5. Proprietary Rights
(a) Reservation of Rights. Zenode and its licensors retain all right, title, and interest, including all intellectual property and proprietary rights, in and to the Zenode Services and Zenode Data, and all software, code, algorithms, protocols, interfaces, tools, documentation, data structures, and other technology underlying or embodied in, or used to provide, the Zenode Services (collectively, “Zenode Materials”). Except for the limited rights expressly granted to Customer under this Agreement, no rights or licenses are granted, whether by implication, estoppel, or otherwise. Zenode expressly reserves all rights in and to the Zenode Materials not expressly granted hereunder.

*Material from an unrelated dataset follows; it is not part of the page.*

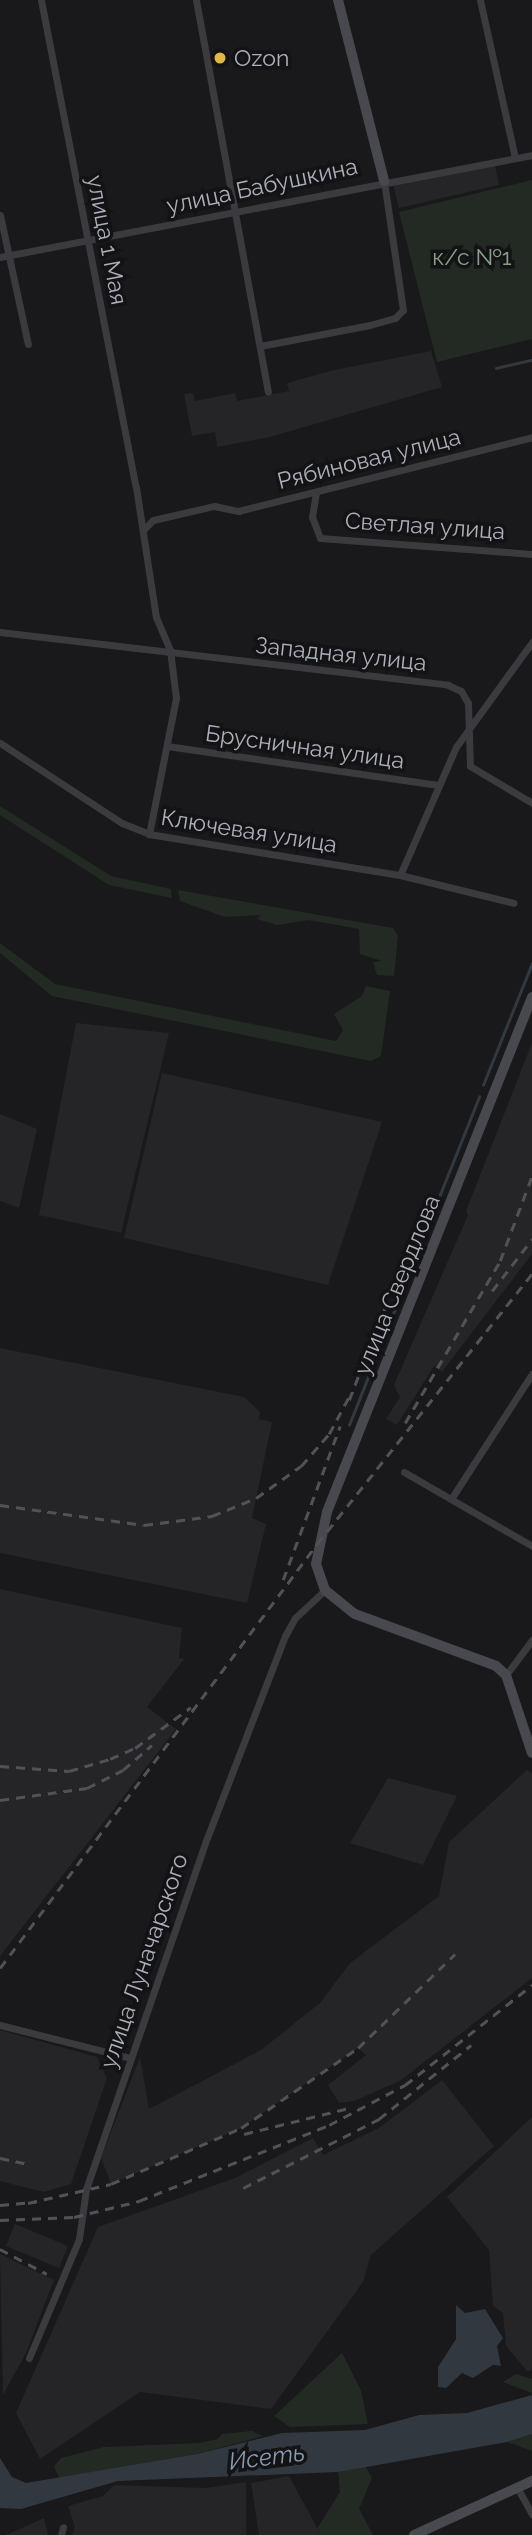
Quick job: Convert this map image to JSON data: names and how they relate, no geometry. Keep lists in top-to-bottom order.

(b) Customer Outputs. As between the parties, Customer owns Customer’s prompts, queries, uploaded materials (“Customer Uploaded Content”), and outputs generated through Customer’s use of the Zenode Services (“Customer Output” and collectively with Customer Uploaded Content, “Customer Materials”), including AI-generated analyses, recommendations, reports, and workflows, provided that Customer Outputs do not include ownership rights in underlying Zenode Data or Zenode Materials. Zenode may also use anonymized and aggregated Customer Uploaded Content to improve and enhance the Zenode Services, provided that such data does not identify Customer, any end user, or any individual person. Without limiting the foregoing, Zenode may collect, generate, derive, use, disclose, and make available anonymized, aggregated, and non-identifying data, analytics, insights, trends, and demand signals derived from Customer Uploaded Content and Customer’s access to and use of the Zenode Services, including search activity, queries, requests, sourcing activity, product interest, and other interactions with the Zenode Services, for purposes of operating, improving, and facilitating the Zenode Services, including any marketplace features. Such use may include making anonymized and non-identifying activity data, analytics, insights, and demand signals available to authorized manufacturers, distributors, suppliers, sales representatives, and other marketplace participants through the Zenode Services, provided that such information does not identify Customer, any end user, or any individual person. Zenode will not use Customer Uploaded Content to train general-purpose AI models.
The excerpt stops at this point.